The researchers found that A1 astrocytes were generated in wild-type mice after injection of lipopolysaccharide (LPS), which activates microglia. However, LPS injection in Csf1r-knockout mice that lack microglia did not produce A1 astrocytes, suggesting that activated microglia induce A1 astrocytes.

Media conditioned by LPS-activated microglia in vitro, but not media from nonactivated microglia, also induced the A1 phenotype in cultured astrocytes. IL-1α, tumour necrosis factor (TNF) and compliment factor C1q were all upregulated after microglial activation, and the addition of neutralizing antibodies against these molecules to block their signalling prevented microglia-conditioned media from inducing the A1 phenotype.

Barres and co-workers went on to show that A1 astrocytes lose their usual helpful functions and take on a toxic role. When cultured with A1 astrocytes, retinal ganglion cells (RGCs) made 50% fewer connections than those grown with nonactivated astrocytes, and their remaining synaptic connections were weaker. In addition, A1 astrocytes had a decreased ability to phagocytose myelin debris and synaptosomes.

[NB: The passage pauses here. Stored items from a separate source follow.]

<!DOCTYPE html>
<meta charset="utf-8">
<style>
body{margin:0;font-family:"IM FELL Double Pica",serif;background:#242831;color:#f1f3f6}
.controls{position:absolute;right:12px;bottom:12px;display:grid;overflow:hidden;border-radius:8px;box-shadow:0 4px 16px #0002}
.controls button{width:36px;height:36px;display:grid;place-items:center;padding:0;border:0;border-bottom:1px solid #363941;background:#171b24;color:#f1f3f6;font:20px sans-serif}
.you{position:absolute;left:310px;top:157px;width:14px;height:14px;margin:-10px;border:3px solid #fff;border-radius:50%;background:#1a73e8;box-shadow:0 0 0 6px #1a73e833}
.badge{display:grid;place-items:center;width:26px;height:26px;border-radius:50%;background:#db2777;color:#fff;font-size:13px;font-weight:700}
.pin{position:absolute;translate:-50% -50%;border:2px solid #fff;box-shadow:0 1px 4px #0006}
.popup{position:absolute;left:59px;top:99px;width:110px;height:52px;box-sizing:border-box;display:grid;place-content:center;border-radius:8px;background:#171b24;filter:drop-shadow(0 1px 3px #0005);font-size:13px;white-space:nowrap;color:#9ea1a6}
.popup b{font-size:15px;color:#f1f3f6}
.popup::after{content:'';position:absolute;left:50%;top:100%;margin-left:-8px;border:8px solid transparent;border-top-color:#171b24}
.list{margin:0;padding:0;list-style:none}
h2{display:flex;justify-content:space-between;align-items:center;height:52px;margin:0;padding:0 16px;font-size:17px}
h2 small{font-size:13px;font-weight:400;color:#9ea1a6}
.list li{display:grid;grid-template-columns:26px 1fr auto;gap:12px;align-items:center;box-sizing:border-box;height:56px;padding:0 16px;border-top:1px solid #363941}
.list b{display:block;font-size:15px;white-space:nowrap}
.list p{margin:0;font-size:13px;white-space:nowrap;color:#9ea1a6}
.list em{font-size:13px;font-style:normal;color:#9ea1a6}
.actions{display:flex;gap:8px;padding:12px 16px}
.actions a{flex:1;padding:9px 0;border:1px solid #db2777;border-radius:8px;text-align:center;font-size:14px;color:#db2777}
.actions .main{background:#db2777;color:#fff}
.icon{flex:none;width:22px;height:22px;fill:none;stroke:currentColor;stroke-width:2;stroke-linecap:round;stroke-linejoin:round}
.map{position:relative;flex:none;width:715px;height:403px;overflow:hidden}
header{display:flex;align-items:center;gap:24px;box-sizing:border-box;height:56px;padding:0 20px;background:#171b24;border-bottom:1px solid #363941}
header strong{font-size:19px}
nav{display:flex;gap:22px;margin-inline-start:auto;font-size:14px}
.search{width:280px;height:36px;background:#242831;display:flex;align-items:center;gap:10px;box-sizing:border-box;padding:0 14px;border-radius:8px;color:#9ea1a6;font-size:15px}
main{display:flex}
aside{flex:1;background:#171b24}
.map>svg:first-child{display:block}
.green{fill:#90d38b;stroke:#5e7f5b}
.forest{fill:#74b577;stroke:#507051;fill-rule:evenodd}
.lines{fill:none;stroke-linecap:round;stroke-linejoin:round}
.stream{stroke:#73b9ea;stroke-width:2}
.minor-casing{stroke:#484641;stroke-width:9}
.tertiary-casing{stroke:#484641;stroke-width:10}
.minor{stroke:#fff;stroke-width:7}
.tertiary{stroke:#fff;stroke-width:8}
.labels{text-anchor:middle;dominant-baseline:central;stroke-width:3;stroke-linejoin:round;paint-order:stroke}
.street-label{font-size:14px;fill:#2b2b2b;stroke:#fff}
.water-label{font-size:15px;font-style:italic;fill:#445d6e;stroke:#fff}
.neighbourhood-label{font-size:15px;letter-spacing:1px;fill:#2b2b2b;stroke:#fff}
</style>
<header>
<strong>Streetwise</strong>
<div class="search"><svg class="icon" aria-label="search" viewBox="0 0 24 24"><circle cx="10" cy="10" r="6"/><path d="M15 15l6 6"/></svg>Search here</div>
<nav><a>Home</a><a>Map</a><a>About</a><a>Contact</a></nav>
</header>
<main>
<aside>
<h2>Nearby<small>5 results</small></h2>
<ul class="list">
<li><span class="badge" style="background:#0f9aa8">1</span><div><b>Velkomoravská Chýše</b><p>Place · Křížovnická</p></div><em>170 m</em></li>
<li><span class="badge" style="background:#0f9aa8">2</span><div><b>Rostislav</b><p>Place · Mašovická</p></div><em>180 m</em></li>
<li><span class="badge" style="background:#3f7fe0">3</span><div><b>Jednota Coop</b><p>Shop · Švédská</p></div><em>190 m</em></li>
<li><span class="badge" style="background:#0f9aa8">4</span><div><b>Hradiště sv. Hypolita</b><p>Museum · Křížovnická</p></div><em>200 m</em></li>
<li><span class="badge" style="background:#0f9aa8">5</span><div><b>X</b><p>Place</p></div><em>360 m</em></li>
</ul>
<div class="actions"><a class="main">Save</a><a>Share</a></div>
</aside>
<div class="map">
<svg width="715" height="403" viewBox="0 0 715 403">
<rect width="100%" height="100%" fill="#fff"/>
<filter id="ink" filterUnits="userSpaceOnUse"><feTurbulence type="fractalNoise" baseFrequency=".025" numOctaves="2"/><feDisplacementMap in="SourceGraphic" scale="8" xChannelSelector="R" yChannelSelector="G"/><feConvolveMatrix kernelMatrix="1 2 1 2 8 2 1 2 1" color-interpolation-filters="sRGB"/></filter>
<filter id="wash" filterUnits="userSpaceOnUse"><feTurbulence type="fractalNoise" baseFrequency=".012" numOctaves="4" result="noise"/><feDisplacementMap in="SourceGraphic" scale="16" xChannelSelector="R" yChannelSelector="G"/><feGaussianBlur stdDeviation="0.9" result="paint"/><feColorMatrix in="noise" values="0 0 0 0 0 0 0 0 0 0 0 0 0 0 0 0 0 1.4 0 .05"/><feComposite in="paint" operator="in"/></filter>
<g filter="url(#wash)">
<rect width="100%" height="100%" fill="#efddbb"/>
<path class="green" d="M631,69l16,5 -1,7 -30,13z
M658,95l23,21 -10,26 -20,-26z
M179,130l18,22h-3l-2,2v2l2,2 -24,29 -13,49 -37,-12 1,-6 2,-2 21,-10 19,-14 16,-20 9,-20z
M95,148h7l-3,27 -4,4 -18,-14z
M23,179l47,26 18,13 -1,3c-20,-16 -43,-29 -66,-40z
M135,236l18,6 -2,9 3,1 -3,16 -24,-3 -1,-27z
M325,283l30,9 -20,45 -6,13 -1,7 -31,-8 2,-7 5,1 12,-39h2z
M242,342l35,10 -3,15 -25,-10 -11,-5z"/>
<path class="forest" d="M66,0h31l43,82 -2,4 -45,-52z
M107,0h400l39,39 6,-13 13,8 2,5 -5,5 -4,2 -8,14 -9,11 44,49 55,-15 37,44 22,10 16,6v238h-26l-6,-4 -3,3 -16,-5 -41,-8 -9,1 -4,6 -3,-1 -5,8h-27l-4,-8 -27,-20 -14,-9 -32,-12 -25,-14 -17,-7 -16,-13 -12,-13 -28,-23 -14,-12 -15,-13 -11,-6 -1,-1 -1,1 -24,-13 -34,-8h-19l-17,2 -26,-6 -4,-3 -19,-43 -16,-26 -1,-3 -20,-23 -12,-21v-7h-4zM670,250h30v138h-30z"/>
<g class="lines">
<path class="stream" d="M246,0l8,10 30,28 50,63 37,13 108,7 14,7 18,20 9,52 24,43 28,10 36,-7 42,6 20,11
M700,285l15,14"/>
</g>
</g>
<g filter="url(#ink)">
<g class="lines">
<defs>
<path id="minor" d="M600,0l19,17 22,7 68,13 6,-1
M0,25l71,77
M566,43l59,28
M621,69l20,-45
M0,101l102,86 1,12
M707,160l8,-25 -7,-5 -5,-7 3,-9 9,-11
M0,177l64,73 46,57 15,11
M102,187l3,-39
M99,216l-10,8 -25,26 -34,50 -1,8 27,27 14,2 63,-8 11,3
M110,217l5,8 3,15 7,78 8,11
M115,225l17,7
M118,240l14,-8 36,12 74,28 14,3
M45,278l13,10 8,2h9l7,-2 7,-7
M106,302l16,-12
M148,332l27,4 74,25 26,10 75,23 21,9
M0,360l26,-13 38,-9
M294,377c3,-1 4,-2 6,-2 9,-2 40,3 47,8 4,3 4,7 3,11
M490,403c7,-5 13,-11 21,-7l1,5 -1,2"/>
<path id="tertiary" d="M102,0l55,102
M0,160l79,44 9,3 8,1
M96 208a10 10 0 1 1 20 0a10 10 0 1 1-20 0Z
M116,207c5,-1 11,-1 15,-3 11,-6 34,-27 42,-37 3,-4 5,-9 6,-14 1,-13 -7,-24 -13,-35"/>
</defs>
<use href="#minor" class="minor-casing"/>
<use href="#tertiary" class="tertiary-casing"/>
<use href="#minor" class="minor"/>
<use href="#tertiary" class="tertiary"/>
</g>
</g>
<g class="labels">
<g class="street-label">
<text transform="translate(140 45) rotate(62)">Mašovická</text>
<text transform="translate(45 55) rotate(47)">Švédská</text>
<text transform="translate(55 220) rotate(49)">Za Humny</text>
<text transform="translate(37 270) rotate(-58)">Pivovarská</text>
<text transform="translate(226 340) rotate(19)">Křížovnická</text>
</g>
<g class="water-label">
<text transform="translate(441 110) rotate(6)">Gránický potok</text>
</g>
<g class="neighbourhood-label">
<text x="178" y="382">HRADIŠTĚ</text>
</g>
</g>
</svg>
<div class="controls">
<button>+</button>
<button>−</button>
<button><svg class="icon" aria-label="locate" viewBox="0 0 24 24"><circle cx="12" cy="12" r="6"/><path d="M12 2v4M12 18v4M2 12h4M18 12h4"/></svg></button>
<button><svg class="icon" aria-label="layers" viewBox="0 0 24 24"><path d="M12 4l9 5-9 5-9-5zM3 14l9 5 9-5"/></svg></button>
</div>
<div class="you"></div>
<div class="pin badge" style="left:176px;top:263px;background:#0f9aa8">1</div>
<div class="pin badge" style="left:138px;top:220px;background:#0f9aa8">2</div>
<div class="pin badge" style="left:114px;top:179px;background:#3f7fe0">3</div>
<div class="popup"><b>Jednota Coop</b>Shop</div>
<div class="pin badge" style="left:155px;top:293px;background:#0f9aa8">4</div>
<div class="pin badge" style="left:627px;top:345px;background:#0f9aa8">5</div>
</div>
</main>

a broad range of brain disorders might be treatable by blocking astrocytes' metamorphosis into toxic cells

Importantly, media conditioned by A1 astrocytes was highly toxic to a variety of neuronal cells, including RGCs, cortical neurons, spinal motor neurons and mature oligodendrocytes. This action could not be blocked with antibodies against IL-1α, TNF or C1q, indicating the presence of an as-yet unknown toxic entity. Furthermore, crushing of the optic nerve in rats increased A1 astrocyte generation in the animals and was associated with the death of the injured neurons. However, this effect could be blocked by antibodies against IL-1a, TNF and C1q, which halted the generation of A1 astrocytes and delayed neuronal death.

Finally, Barres and colleagues investigated whether A1 astrocytes might be important in human neurodegenerative disease. Immunostaining for C3, a marker of A1 astrocytes, was positive in postmortem brain tissue from patients who had Alzheimer disease, Huntington disease, Parkinson disease, amyotrophic lateral sclerosis or multiple sclerosis. “What was most exciting and remarkable was that once we were able to visualize these reactive astrocytes, we saw that they were largely present in those brain regions associated with neurodegeneration” explains Liddelow.

The team think that these cells could represent an important target for future treatments. “Our results show that a broad range of brain disorders might be treatable by blocking astrocytes' metamorphosis into toxic cells, or by pharmaceutically countering the neuron-killing toxin that harmful astrocytes almost certainly secrete,” concludes Liddelow. “We strongly believe that the development of more-effective drugs to treat astrocyte reactivity will help to treat a broad range of neurodegenerative diseases.”